Il “ribaltone” politico-amministrativo finisce di ribaltare a sua volta la prospettiva attorno a cui si era fortunosamente costituita la PLA. L’azionista SAIA si defila e cede gran parte delle azioni (50%) al Comune che si ritrova col 90% del  capitale, accomunato con cinque nuovi  soci “spintanei” per il restante 10%. L’esito operativo è quantomai precario onde, nel 2008, il Comune rifonda la PLA  in SITAL Spa (Società Interventi Territoriali Alessandria) che vivacchia ancora per qualche anno inventandosi, con scarsi esiti, scopi “promozionali” del territorio, ma avviandosi inevitabilmente al fine-corsa (fallimento, 5.4.2013).

Col fatale  2013 vengono meno due dei tre protagonisti che hanno calcato il palcoscenico logistico alessandrino (PLA-SITAL e RETROPORTO) e da allora resta in scena, dopo quindici anni dal “convegno fondativo”, la sola e superstite SLALA (di cui all’inizio di questo complesso e inevitabilmente parziale excursus logistico tratto dalle fonti di stampa). Dulcis in fundo  le Ferrovie (RFI) hanno “messo sul mercato”, nei mesi scorsi, una discreta parte dello Smistamento in vista di  individuare a vasto raggio operatori, logistici o paralogistici,  interessati a ragionare sull’utilizzo dell’area scorporanda, eccedente ai bisogni di casa. Una prospettiva dolce-amara?

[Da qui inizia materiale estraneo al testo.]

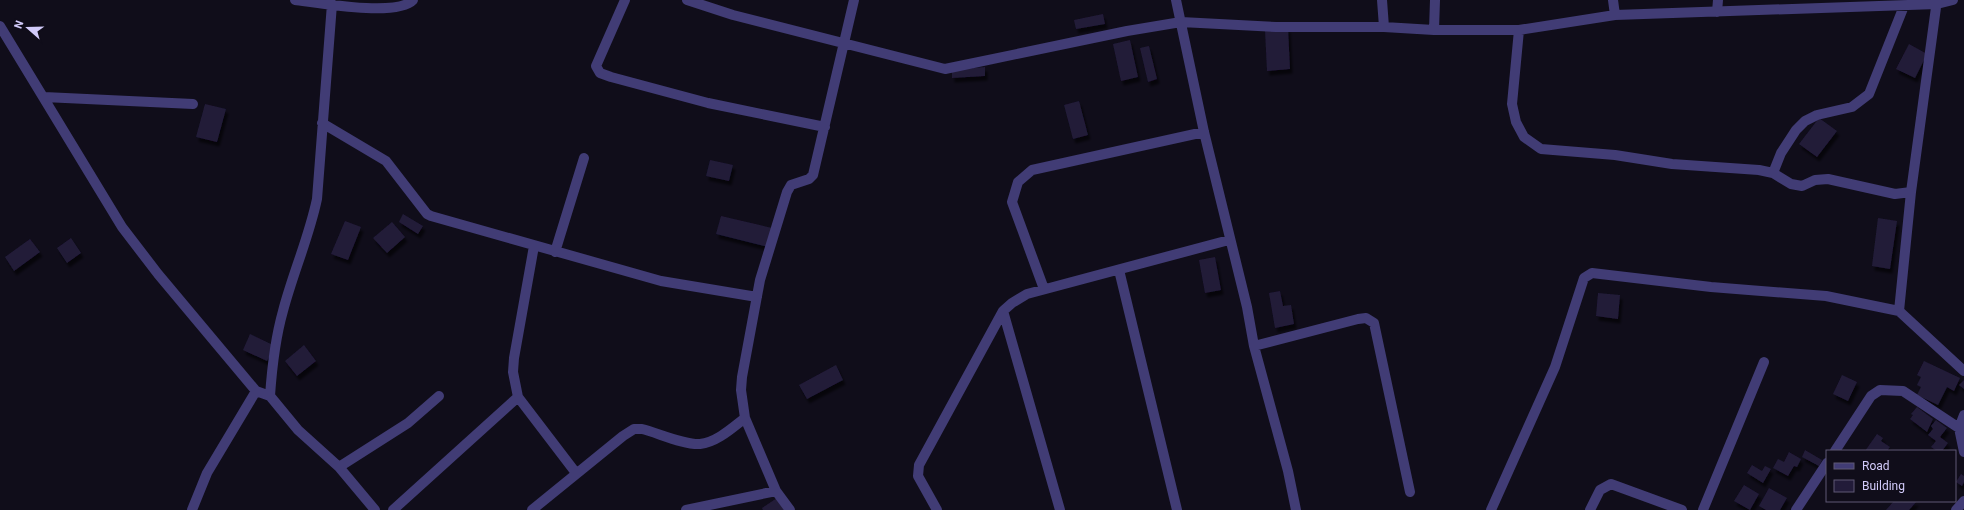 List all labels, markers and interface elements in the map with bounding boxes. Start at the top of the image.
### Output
north arrow [8,8,48,48]
text: N [12,19,27,31]
legend [1826,450,1956,502]
text: Road [1862,459,1890,473]
text: Building [1862,479,1905,493] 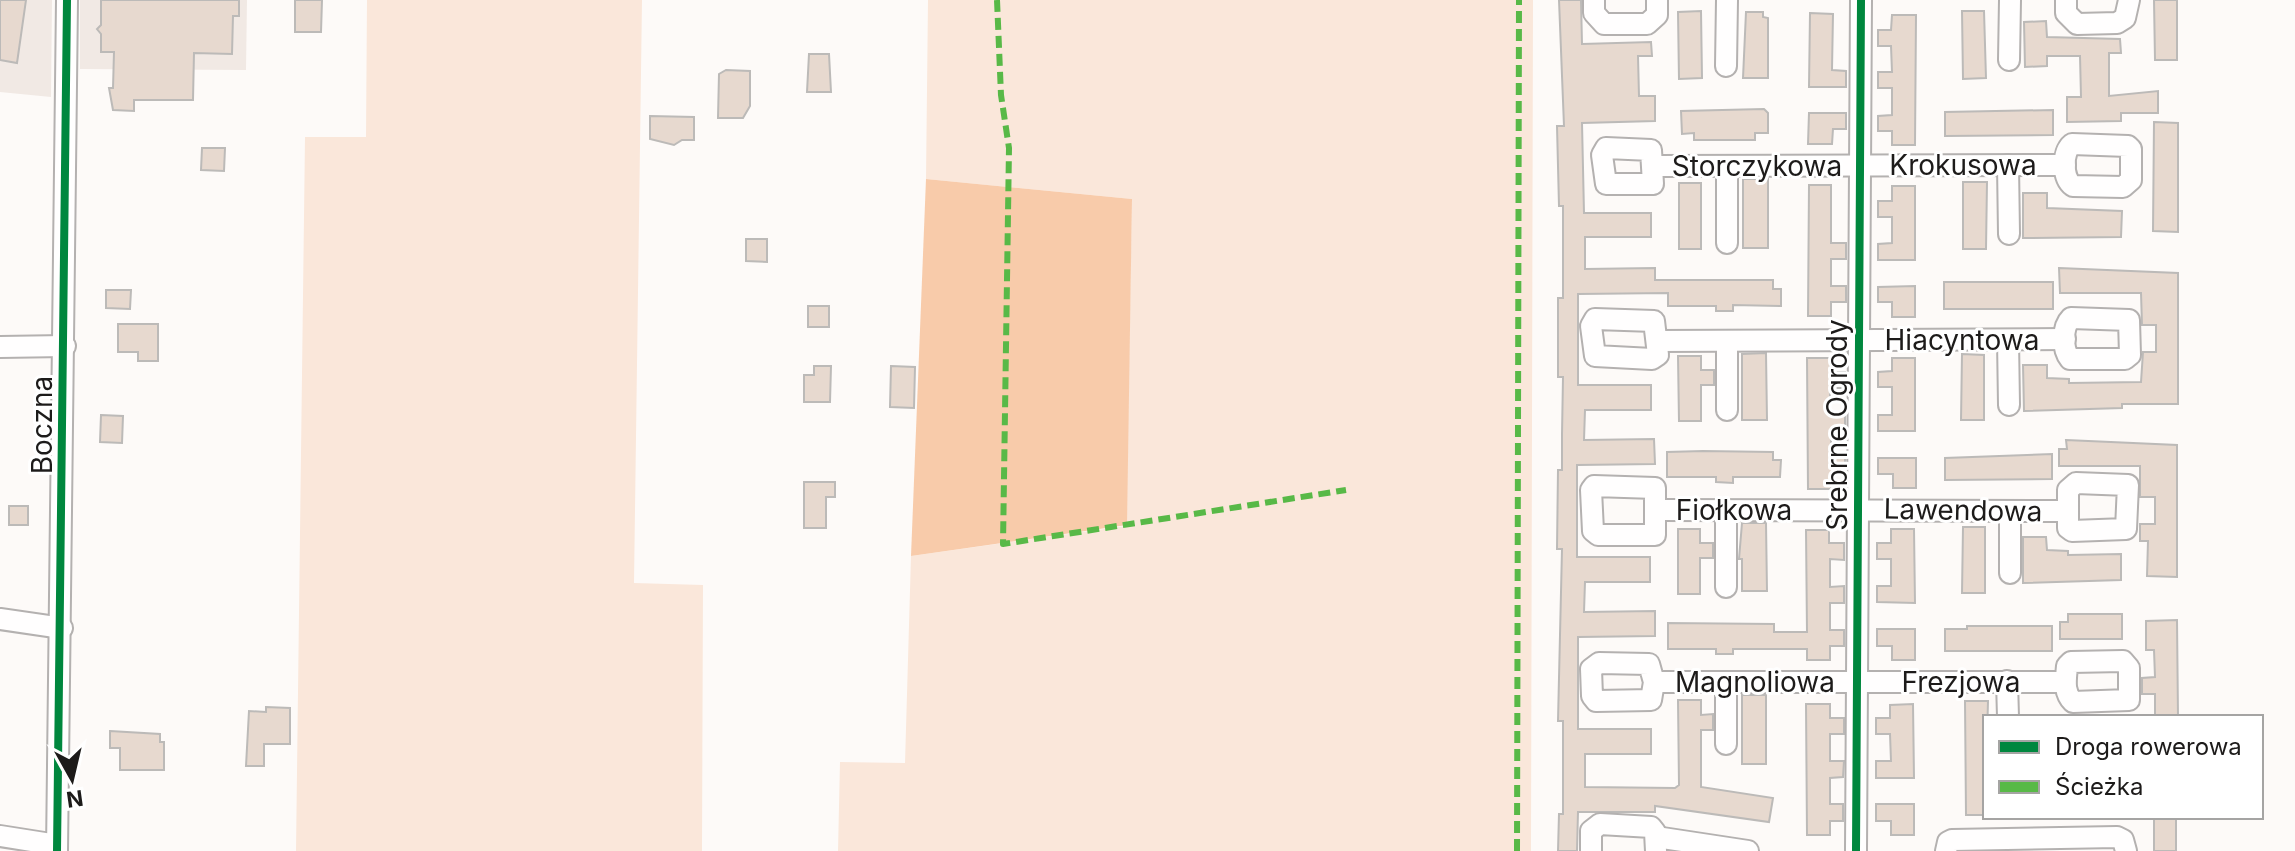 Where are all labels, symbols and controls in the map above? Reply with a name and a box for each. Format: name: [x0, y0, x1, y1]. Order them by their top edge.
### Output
street label: Krokusowa: [1889, 148, 2037, 182]
street label: Storczykowa: [1672, 149, 1842, 183]
street label: Srebrne Ogrody: [1820, 319, 1854, 531]
street label: Hiacyntowa: [1885, 323, 2039, 357]
street label: Boczna: [25, 376, 59, 474]
street label: Lawendowa: [1883, 492, 2043, 528]
street label: Fiołkowa: [1676, 493, 1792, 527]
street label: Magnoliowa: [1675, 665, 1835, 699]
street label: Frezjowa: [1902, 665, 2020, 699]
legend: [1983, 715, 2263, 819]
text: Droga rowerowa: [2055, 732, 2242, 761]
north arrow: [32, 739, 112, 819]
text: Ścieżka: [2055, 772, 2143, 801]
text: N: [65, 785, 85, 813] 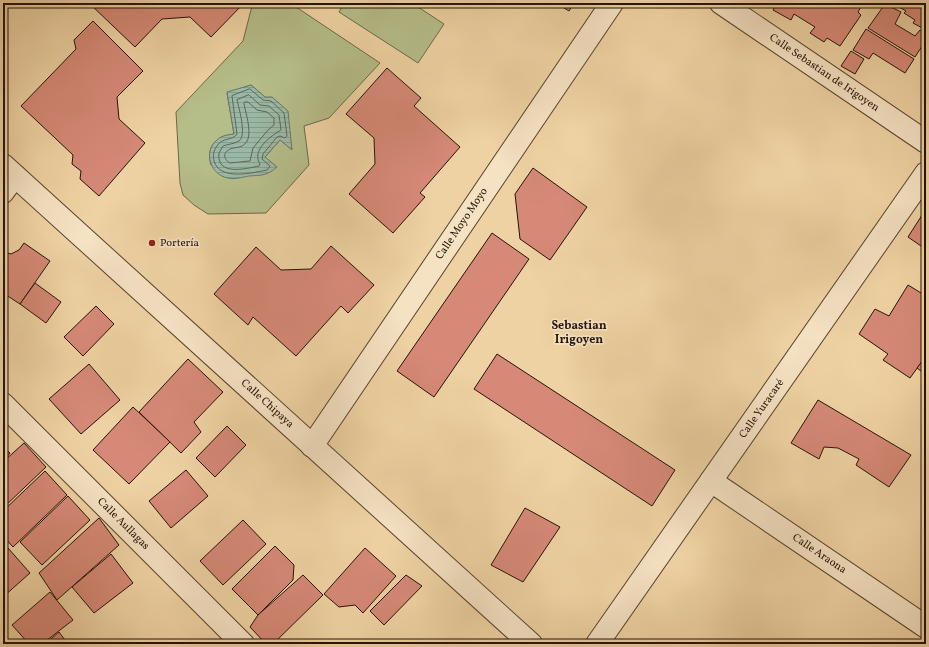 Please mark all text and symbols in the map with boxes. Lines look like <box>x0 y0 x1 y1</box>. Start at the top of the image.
street label: Calle Sebastian de Irigoyen <box>766 30 882 116</box>
street label: Calle Moyo Moyo <box>432 185 492 263</box>
place label: Portería <box>160 236 200 251</box>
marker: Portería <box>147 238 157 248</box>
district label: Sebastian Irigoyen <box>551 318 607 348</box>
street label: Calle Chipaya <box>237 376 297 432</box>
street label: Calle Yuracaré <box>736 376 788 442</box>
street label: Calle Aullagas <box>94 495 153 554</box>
street label: Calle Araona <box>789 530 849 578</box> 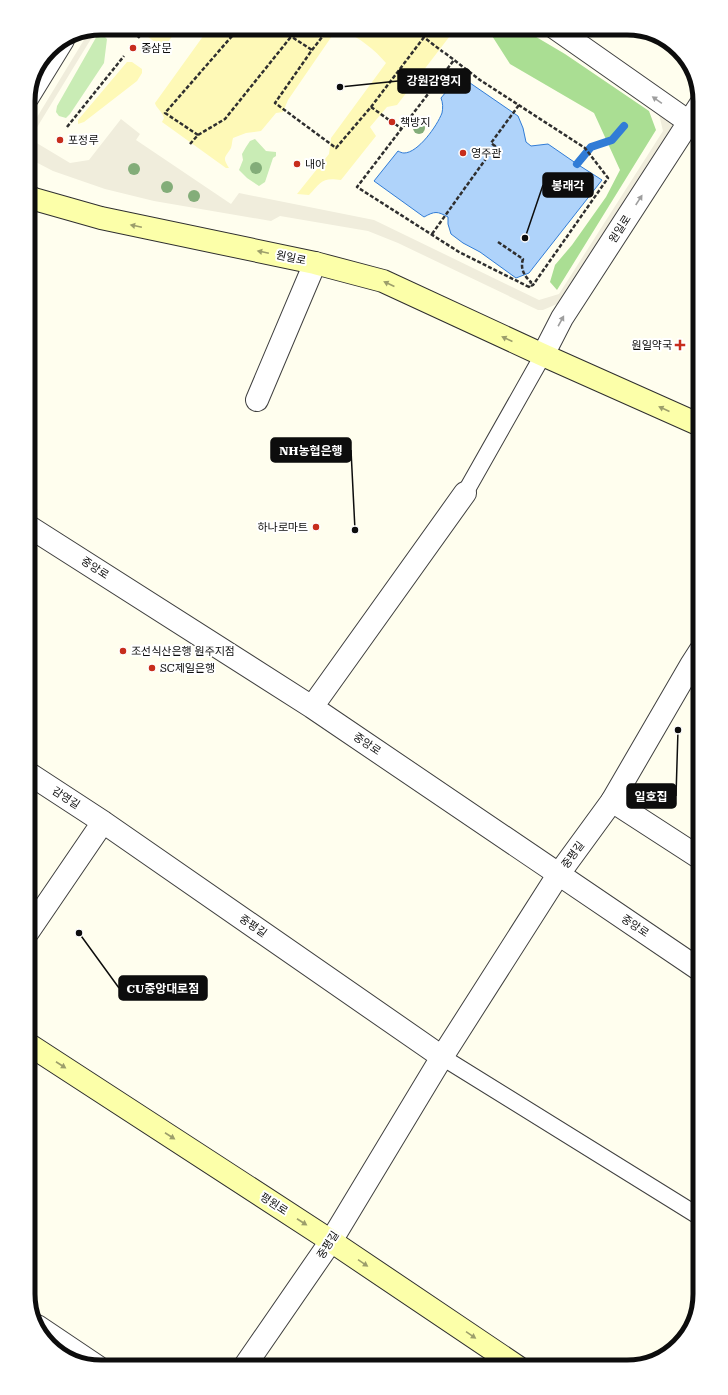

Fin qui un tentativo di recuperare un minimo di  cronologia ragionata del fenomeno  deflagrato ad Alessandria con i primi del 2000: la logistica come nuovo, travolgente orizzonte  dello sviluppo locale.

 Questo “fenomeno” offre indubbiamente – vedi sopra – una ghiotta lettura “dall’interno”. Ma anche  visto “dall’esterno” può  stimolare utili pensamenti. Ad esempio sul ruolo miracolistico e pigliatutto  assunto dall’efervescenza logistica  a scapito di altri settori produttivi, cosiddetti tradizionali (quali industria, artigianato, agricoltura e relativi comparti), relegati ai margini della pubblica  attenzione. Una mezza generazione di politici alessandrini si è così formata a pane-e-logistica per oltre un decennio, fino a quando con le prime, evidenti delusioni, la dieta è cambiata in pane-e-turismo versione street economy.

 Lo sviluppo, o la resistenza alla crisi, visti di volta in volta con gli occhiali di un unico e salvifico settore di attività da curare e il resto… a contorno. La deformazione e la ripetitività del dibattito politico, quanto ad economia locale, stanno da tempo a dimostrarlo. E questo non è un problema da scherzarci.